### What is being asked
Pictures aside, can you reproduce the records word for word?

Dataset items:
● ● ● ● ● ● ●

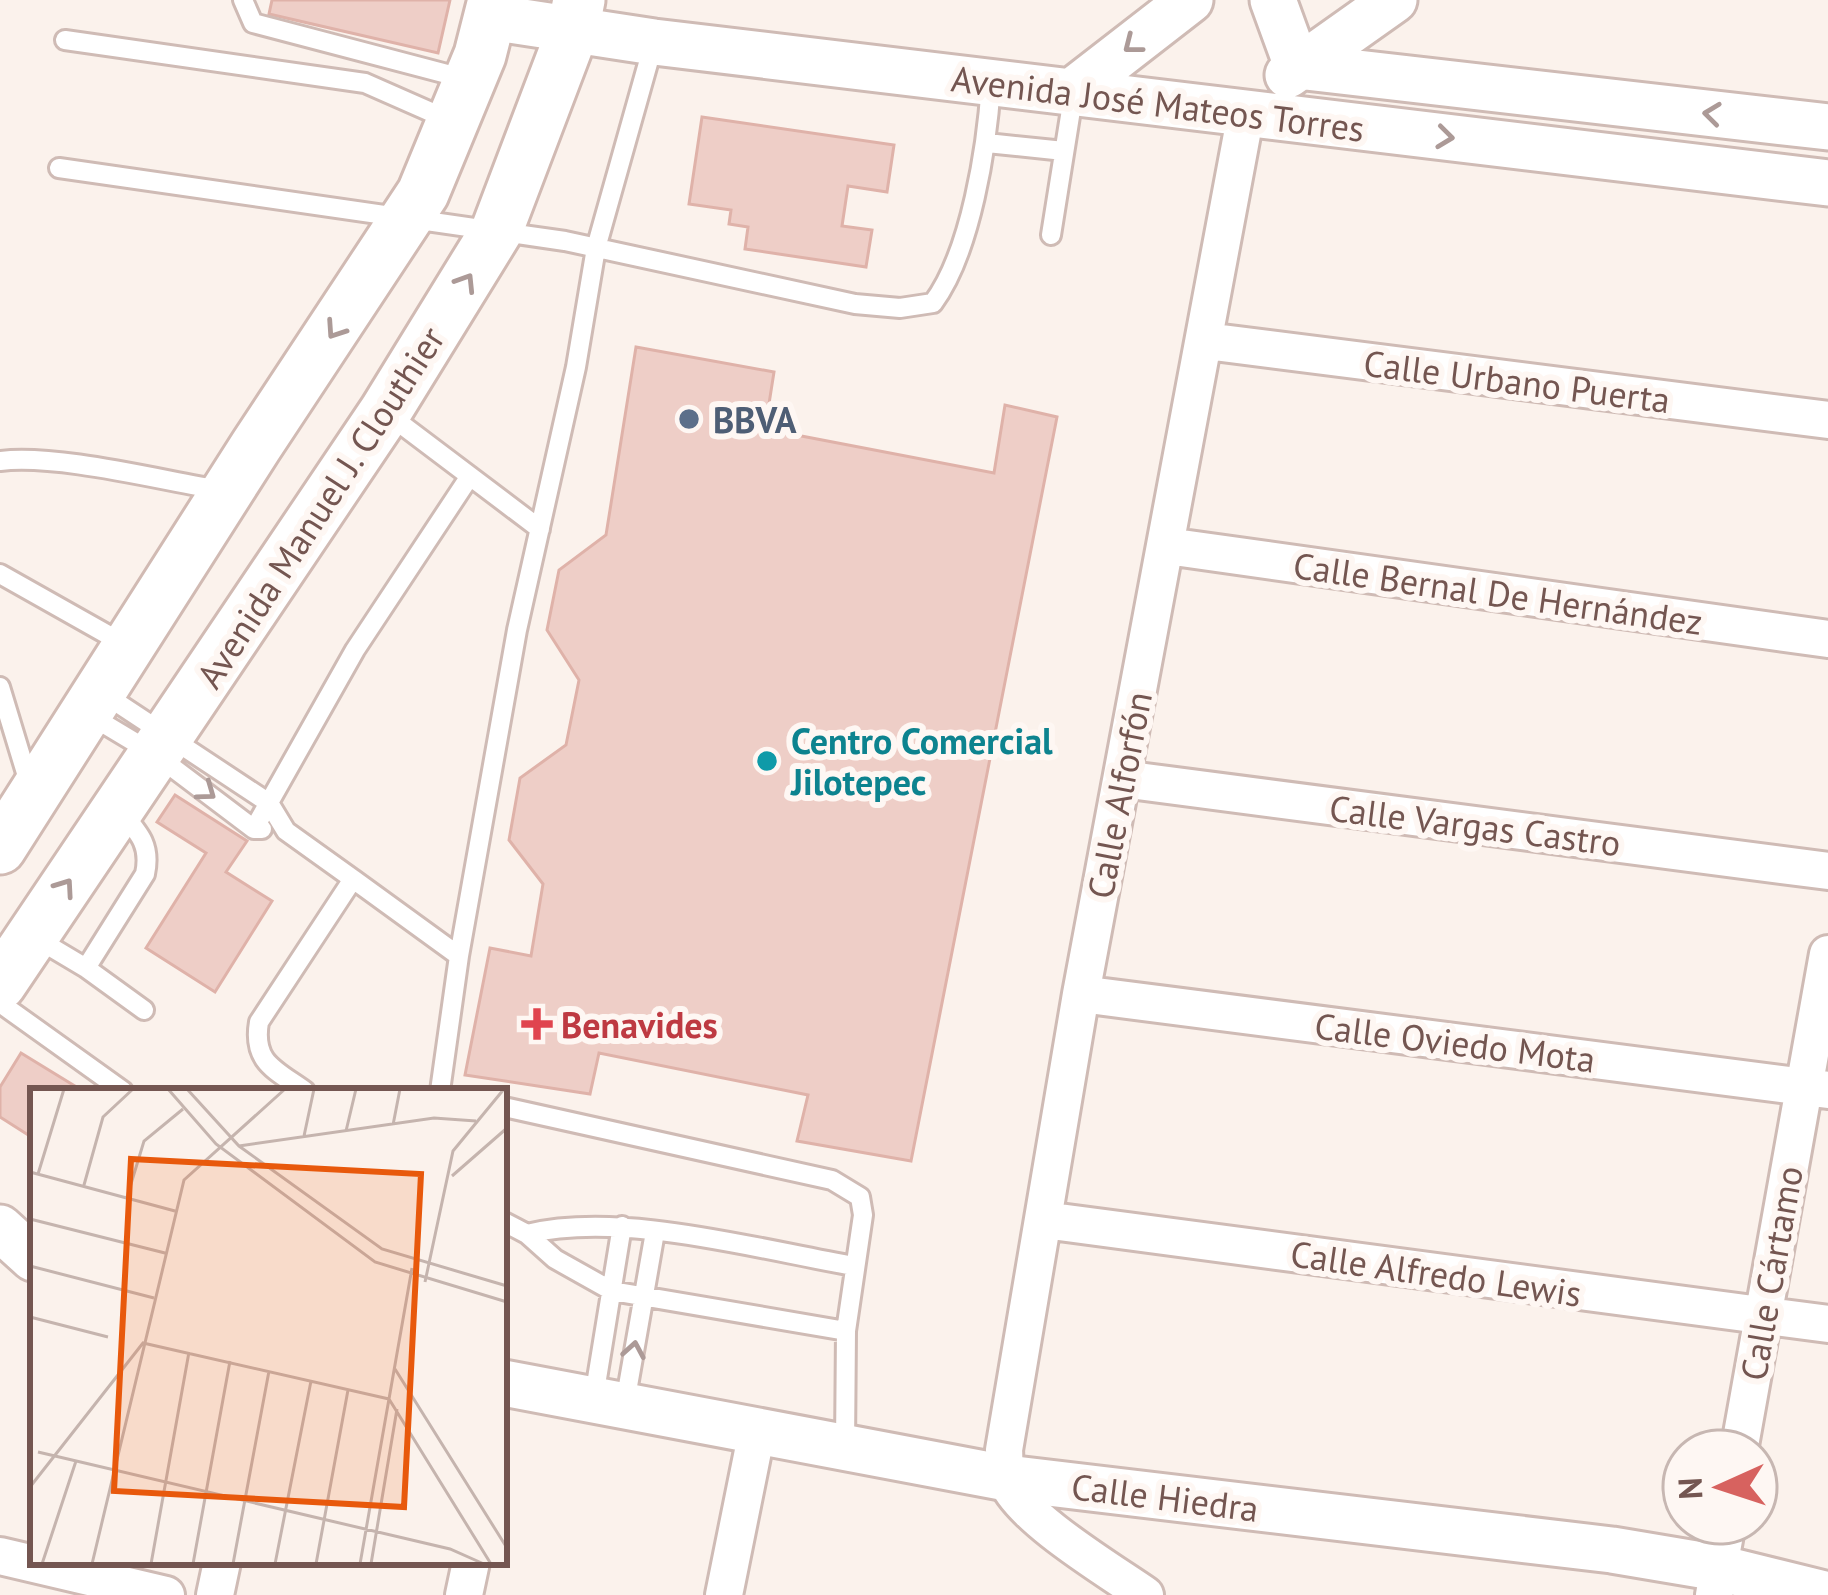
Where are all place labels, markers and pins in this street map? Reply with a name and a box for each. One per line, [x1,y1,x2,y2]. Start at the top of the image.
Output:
place label: BBVA [713,396,797,443]
marker: BBVA [676,406,702,432]
place label: Centro Comercial Jilotepec [790,717,1053,805]
marker: Centro Comercial Jilotepec [754,748,780,774]
place label: Benavides [561,1001,718,1048]
marker: Benavides [524,1011,550,1037]

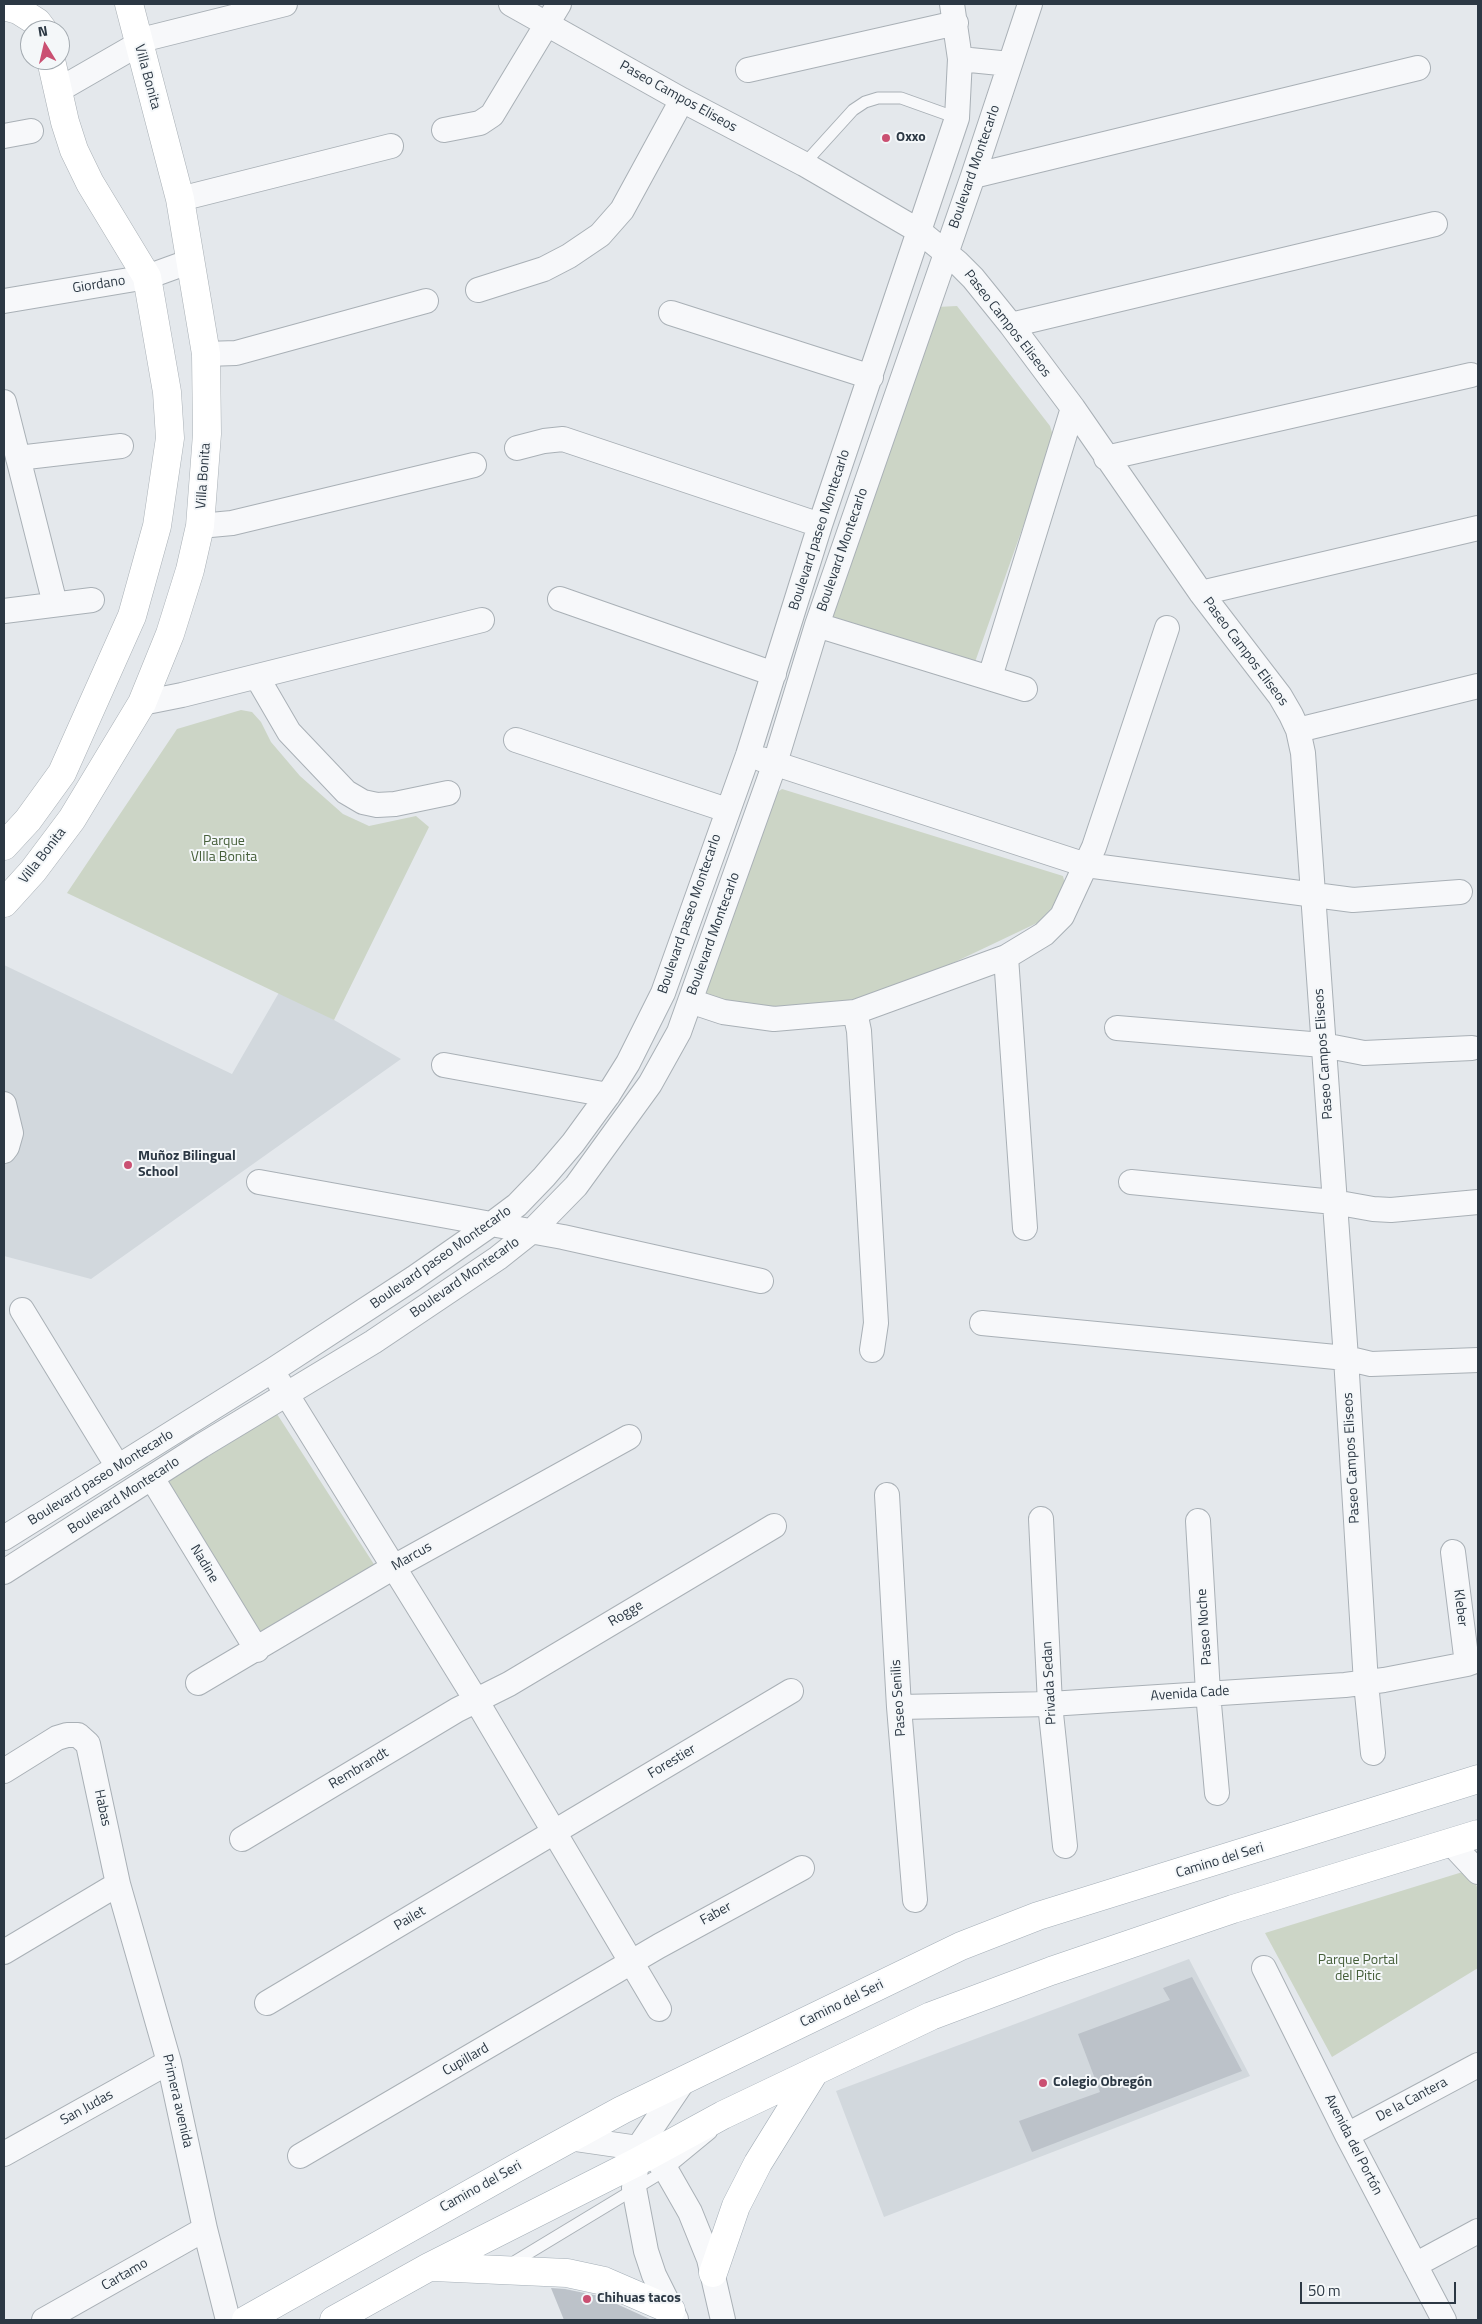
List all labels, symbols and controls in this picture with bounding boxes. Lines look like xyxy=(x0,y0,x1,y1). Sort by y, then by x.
north arrow xyxy=(20,20,70,70)
text: N xyxy=(36,20,49,42)
street label: Villa Bonita xyxy=(130,43,164,111)
street label: Paseo Campos Eliseos xyxy=(616,58,740,136)
street label: Boulevard Montecarlo xyxy=(946,103,1004,231)
place label: Oxxo xyxy=(896,130,926,146)
marker: Oxxo xyxy=(880,132,892,144)
street label: Paseo Campos Eliseos xyxy=(960,267,1054,381)
street label: Giordano xyxy=(71,273,127,297)
street label: Villa Bonita xyxy=(193,442,215,510)
street label: Boulevard paseo Montecarlo xyxy=(786,448,854,612)
street label: Boulevard Montecarlo xyxy=(814,486,872,614)
street label: Paseo Campos Eliseos xyxy=(1199,594,1291,710)
street label: Villa Bonita xyxy=(16,825,70,887)
street label: Boulevard paseo Montecarlo xyxy=(655,832,725,996)
park label: Parque VIlla Bonita xyxy=(191,834,257,866)
street label: Boulevard Montecarlo xyxy=(684,870,744,998)
street label: Paseo Campos Eliseos xyxy=(1311,988,1337,1120)
place label: Muñoz Bilingual School xyxy=(138,1149,236,1182)
marker: Muñoz Bilingual School xyxy=(122,1159,134,1171)
street label: Boulevard paseo Montecarlo xyxy=(367,1203,515,1313)
street label: Boulevard Montecarlo xyxy=(407,1234,523,1322)
street label: Paseo Campos Eliseos xyxy=(1340,1392,1364,1524)
street label: Boulevard paseo Montecarlo xyxy=(25,1426,177,1530)
street label: Boulevard Montecarlo xyxy=(65,1454,183,1538)
street label: Marcus xyxy=(389,1539,435,1575)
street label: Nadine xyxy=(186,1542,222,1586)
street label: Paseo Noche xyxy=(1194,1588,1216,1666)
street label: Kleber xyxy=(1449,1588,1471,1628)
street label: Rogge xyxy=(606,1597,646,1631)
street label: Privada Sedan xyxy=(1039,1641,1061,1725)
street label: Paseo Senilis xyxy=(888,1659,910,1737)
street label: Avenida Cade xyxy=(1150,1683,1230,1705)
street label: Forestier xyxy=(645,1741,699,1783)
street label: Rembrandt xyxy=(326,1745,392,1793)
street label: Habas xyxy=(90,1788,114,1828)
street label: Camino del Seri xyxy=(1174,1840,1266,1882)
street label: Faber xyxy=(697,1899,735,1929)
street label: Pailet xyxy=(391,1903,429,1935)
park label: Parque Portal del Pitic xyxy=(1318,1953,1398,1985)
street label: Camino del Seri xyxy=(798,1977,886,2031)
street label: Cupillard xyxy=(440,2040,492,2080)
street label: Primera avenida xyxy=(158,2053,196,2149)
street label: De la Cantera xyxy=(1373,2074,1451,2126)
place label: Colegio Obregón xyxy=(1053,2075,1152,2091)
marker: Colegio Obregón xyxy=(1037,2077,1049,2089)
street label: San Judas xyxy=(58,2087,116,2129)
street label: Avenida del Portón xyxy=(1320,2092,1386,2198)
street label: Camino del Seri xyxy=(437,2158,525,2216)
street label: Cartamo xyxy=(99,2255,151,2295)
scale bar xyxy=(1302,2272,1458,2304)
text: 50 m xyxy=(1308,2279,1341,2302)
place label: Chihuas tacos xyxy=(597,2291,681,2307)
marker: Chihuas tacos xyxy=(581,2293,593,2305)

● ● ● ● ● ● ●

### Task answer
Where are all place labels, markers and pins in this street map? Reply with a name and a box for each. One per line, [x1,y1,x2,y2]. Start at the top of the image.
Output:
place label: BBVA [713,396,797,443]
marker: BBVA [676,406,702,432]
place label: Centro Comercial Jilotepec [790,717,1053,805]
marker: Centro Comercial Jilotepec [754,748,780,774]
place label: Benavides [561,1001,718,1048]
marker: Benavides [524,1011,550,1037]

List all labels, symbols and controls in this picture with bounding boxes. Lines look like xyxy=(x0,y0,x1,y1). Sort by y, then by x.
north arrow xyxy=(20,20,70,70)
text: N xyxy=(36,20,49,42)
street label: Villa Bonita xyxy=(130,43,164,111)
street label: Paseo Campos Eliseos xyxy=(616,58,740,136)
street label: Boulevard Montecarlo xyxy=(946,103,1004,231)
place label: Oxxo xyxy=(896,130,926,146)
marker: Oxxo xyxy=(880,132,892,144)
street label: Paseo Campos Eliseos xyxy=(960,267,1054,381)
street label: Giordano xyxy=(71,273,127,297)
street label: Villa Bonita xyxy=(193,442,215,510)
street label: Boulevard paseo Montecarlo xyxy=(786,448,854,612)
street label: Boulevard Montecarlo xyxy=(814,486,872,614)
street label: Paseo Campos Eliseos xyxy=(1199,594,1291,710)
street label: Villa Bonita xyxy=(16,825,70,887)
street label: Boulevard paseo Montecarlo xyxy=(655,832,725,996)
park label: Parque VIlla Bonita xyxy=(191,834,257,866)
street label: Boulevard Montecarlo xyxy=(684,870,744,998)
street label: Paseo Campos Eliseos xyxy=(1311,988,1337,1120)
place label: Muñoz Bilingual School xyxy=(138,1149,236,1182)
marker: Muñoz Bilingual School xyxy=(122,1159,134,1171)
street label: Boulevard paseo Montecarlo xyxy=(367,1203,515,1313)
street label: Boulevard Montecarlo xyxy=(407,1234,523,1322)
street label: Paseo Campos Eliseos xyxy=(1340,1392,1364,1524)
street label: Boulevard paseo Montecarlo xyxy=(25,1426,177,1530)
street label: Boulevard Montecarlo xyxy=(65,1454,183,1538)
street label: Marcus xyxy=(389,1539,435,1575)
street label: Nadine xyxy=(186,1542,222,1586)
street label: Paseo Noche xyxy=(1194,1588,1216,1666)
street label: Kleber xyxy=(1449,1588,1471,1628)
street label: Rogge xyxy=(606,1597,646,1631)
street label: Privada Sedan xyxy=(1039,1641,1061,1725)
street label: Paseo Senilis xyxy=(888,1659,910,1737)
street label: Avenida Cade xyxy=(1150,1683,1230,1705)
street label: Forestier xyxy=(645,1741,699,1783)
street label: Rembrandt xyxy=(326,1745,392,1793)
street label: Habas xyxy=(90,1788,114,1828)
street label: Camino del Seri xyxy=(1174,1840,1266,1882)
street label: Faber xyxy=(697,1899,735,1929)
street label: Pailet xyxy=(391,1903,429,1935)
park label: Parque Portal del Pitic xyxy=(1318,1953,1398,1985)
street label: Camino del Seri xyxy=(798,1977,886,2031)
street label: Cupillard xyxy=(440,2040,492,2080)
street label: Primera avenida xyxy=(158,2053,196,2149)
street label: De la Cantera xyxy=(1373,2074,1451,2126)
place label: Colegio Obregón xyxy=(1053,2075,1152,2091)
marker: Colegio Obregón xyxy=(1037,2077,1049,2089)
street label: San Judas xyxy=(58,2087,116,2129)
street label: Avenida del Portón xyxy=(1320,2092,1386,2198)
street label: Camino del Seri xyxy=(437,2158,525,2216)
street label: Cartamo xyxy=(99,2255,151,2295)
scale bar xyxy=(1302,2272,1458,2304)
text: 50 m xyxy=(1308,2279,1341,2302)
place label: Chihuas tacos xyxy=(597,2291,681,2307)
marker: Chihuas tacos xyxy=(581,2293,593,2305)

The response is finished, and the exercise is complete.